OK, so eBay's (Nasdaq: EBAY  ) PayPal hasn't done anything illegal -- it's not like it flat-out ripped off anyone else's technology -- but PayPal continues to redefine the gray area of idea emulation at every turn.

Specifically, eBay has some sort of Square-envy that it can't seem to get out of its system. In a true "if you can't beat them, be them" strategy, PayPal moved one step closer in its metamorphosis yesterday to becoming Square 2.0.

The evolution of Square 2.0
Square, the privately held battering ram aimed directly at PayPal's mobile payment business, introduced a mobile swipe device shortly after it was formed three years ago.
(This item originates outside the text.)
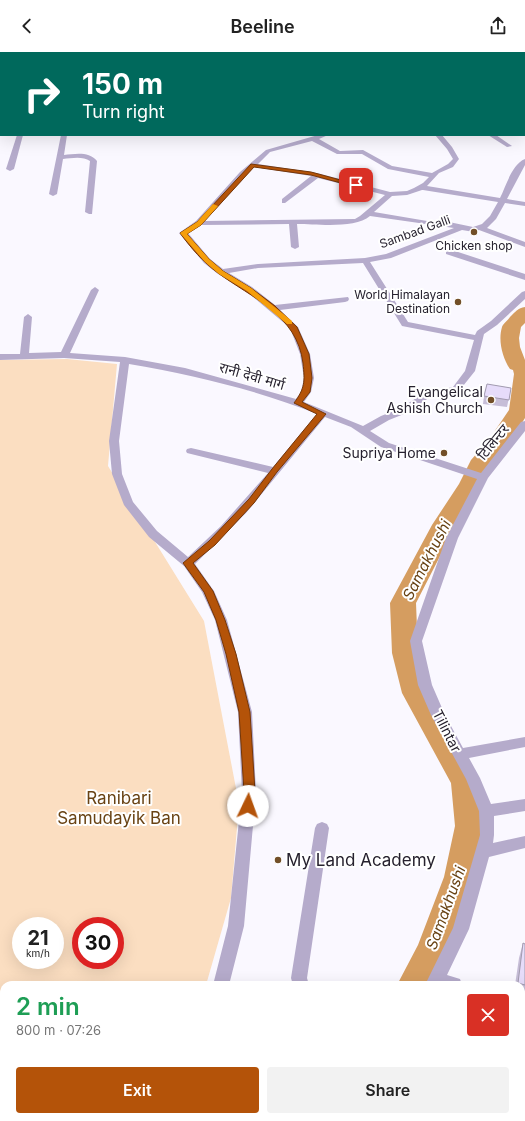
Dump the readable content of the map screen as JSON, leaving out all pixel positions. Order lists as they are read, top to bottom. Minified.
{"streets":{"street":["Sambad Galli","रानी देवी मार्ग","टिलिन्टर","Tilintar"]},"crossings":[["रानी देवी मार्ग","टिलिन्टर"],["रानी देवी मार्ग","Tilintar"],["टिलिन्टर","Tilintar"]],"water":["Samakhushi"],"parks":["Ranibari Samudayik Ban"],"places":["Chicken shop","World Himalayan Destination","Evangelical Ashish Church","Supriya Home","My Land Academy"],"page":{"header":"Beeline","turn":["150 m","Turn right"],"speed":"21 km/h","limit":"30","heading":["2 min","800 m · 07:26"],"buttons":["Exit","Share"]}}
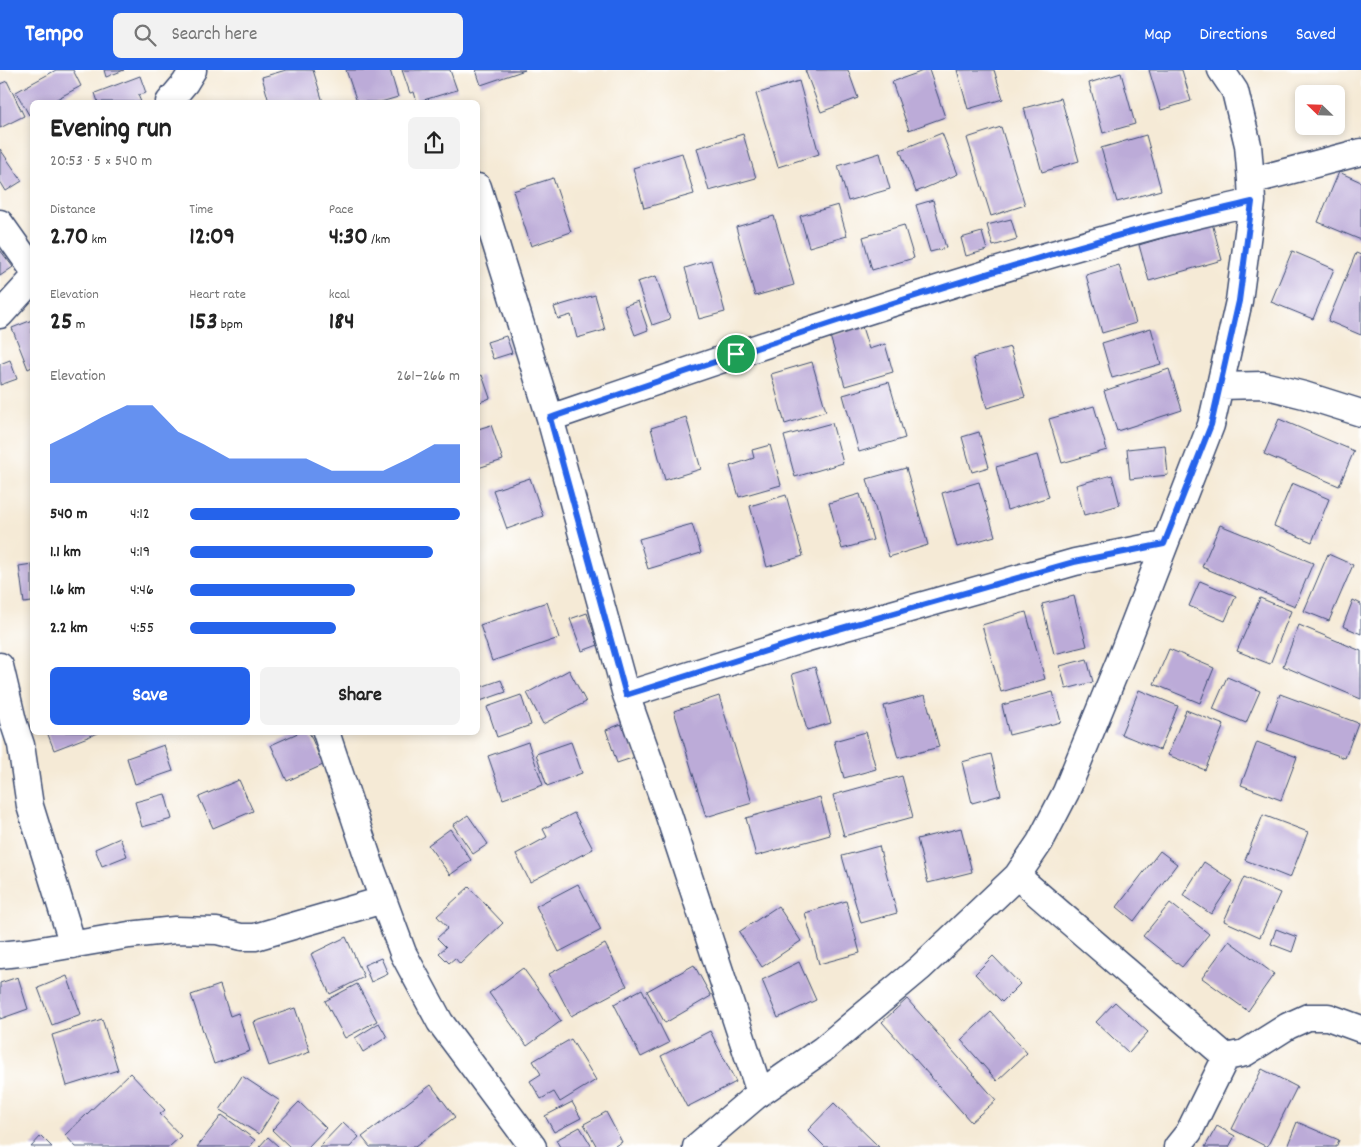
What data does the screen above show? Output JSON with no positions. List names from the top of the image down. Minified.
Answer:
{"north":"top left","page":{"header":"Tempo","search":"Search here","nav":["Map","Directions","Saved"],"heading":["Evening run","20:53 · 5 × 540 m"],"stats":[["Distance","2.70 km"],["Time","12:09"],["Pace","4:30 /km"],["Elevation","25 m"],["Heart rate","153 bpm"],["kcal","184"]],"chart":["Elevation","261–266 m"],"list":[{"name":"540 m","note":"4:12"},{"name":"1.1 km","note":"4:19"},{"name":"1.6 km","note":"4:46"},{"name":"2.2 km","note":"4:55"}],"buttons":["Save","Share"]}}
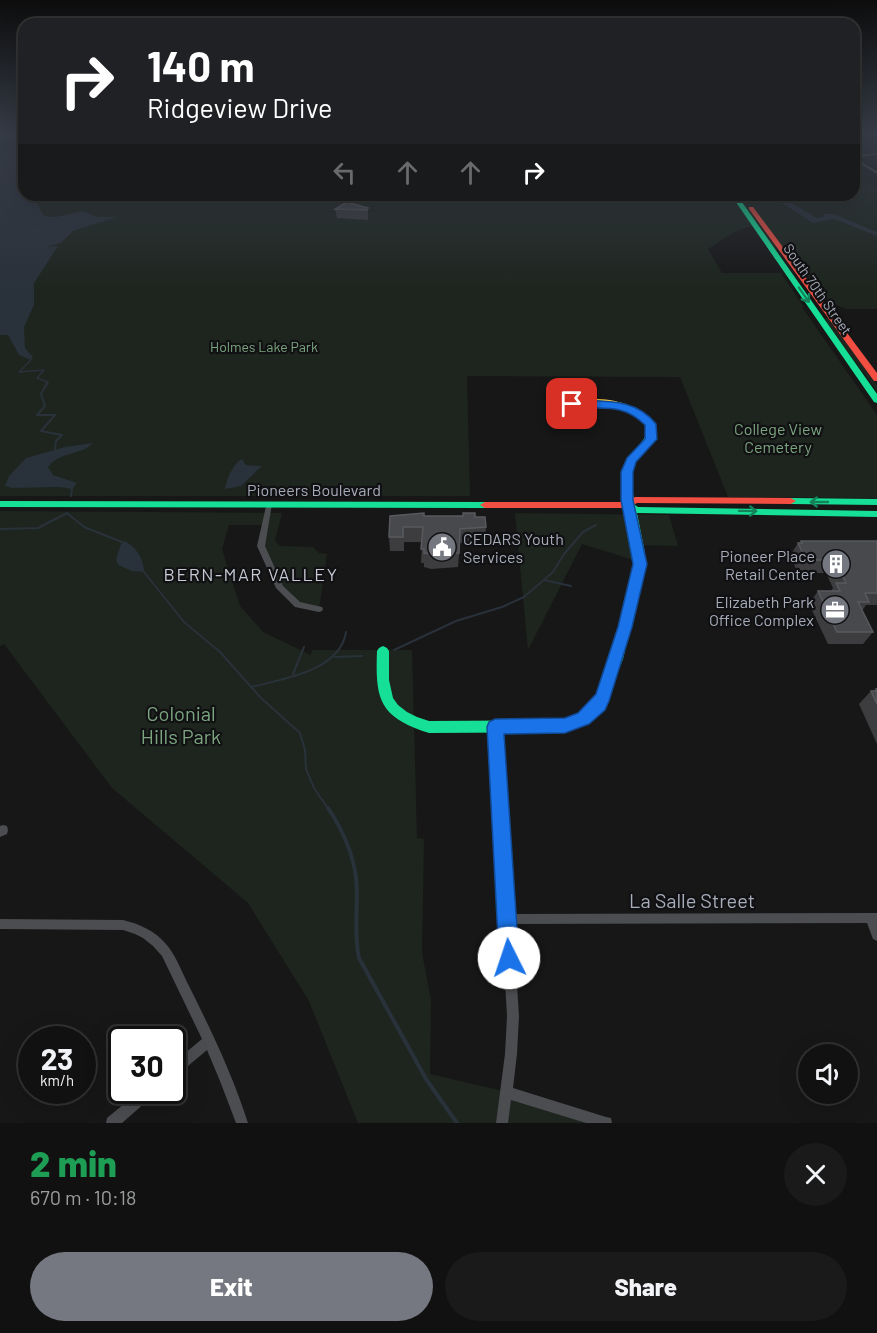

Shaped unsurprisingly like a square, the device can be plugged directly into mobile devices, allowing small businesses and entrepreneurs to capture payment and signature data, all from their mobile platform. In return for this convenience, Square skims a 2.75% fee off the top and deposits the balance in its customers' checking accounts the next business day. Square is now on pace for about $8 billion in annual dollar transactions -- quadrupling where it was just one year ago.

Earlier this year, eBay's PayPal followed suit by offering PayPal Here, a card-swiping device that can also be attached to mobile devices and is shaped like a triangle. Aside from the fee of 2.7%, which is 5 basis points lower than Square, the idea is basically the same.

Fast-forward to August, when Square announced that it had landed a white elephant in Starbucks (Nasdaq: SBUX  ) . The deal would bring Square's mobile payment devices to 7,000 of Starbucks' 17,000 stores within months. At the time, the only deal PayPal was working on involved testing its mobile payment platform at 30 McDonald's (NYSE: MCD  ) restaurants in France. The solution: one-up Square again. Just two weeks after Square's announcement, PayPal announced a partnership with Discover Financial Services (NYSE: DFS  ) , expanding its processing reach to millions.

Transformation complete
Then came yesterday's rumored announcement from Reuters that PayPal that it would be laying off somewhere in the neighborhood of 400 employees (about 3% of its workforce) in order to better focus on its product and become smaller, like a start-up company. Furthermore, eBay CEO John Donahoe described PayPal president David Marcus as having "start-up energy" when he was brought in to head PayPal.

Clearly Square isn't the only mobile payment competition for eBay's PayPal. Google (Nasdaq: GOOG  ) has also developed its own mobile payment platform known as Google Wallet, and who knows what other companies are tinkering with the idea of offering their own take on mobile payment processing devices. What I do know is this: If a technology presents itself as competition to PayPal, you can count on some old-fashioned innovation through duplication.

However, if you're looking for the next cutting-edge idea, then look no further than the three companies highlighted by our analysts at Stock Advisor in our latest special report. Click here and get your very own copy, for free!

Fool contributor Sean Williams has no material interest in any companies mentioned in this article. You can follow him on CAPS under the screen name TMFUltraLong, track every pick he makes under the screen name TrackUltraLong, and check him out on Twitter, where he goes by the handle @TMFUltraLong.

The Motley Fool owns shares of Google, McDonald's, and Starbucks and has the following options: short JAN 2013 $47.00 puts on Starbucks. Motley Fool newsletter services recommend eBay, Google, McDonald's, and Starbucks. Try any of our Foolish newsletter services free for 30 days. We Fools may not all hold the same opinions, but we all believe that considering a diverse range of insights makes us better investors. The Motley Fool has a disclosure policy.


Read/Post Comments (3) | Recommend This Article (1)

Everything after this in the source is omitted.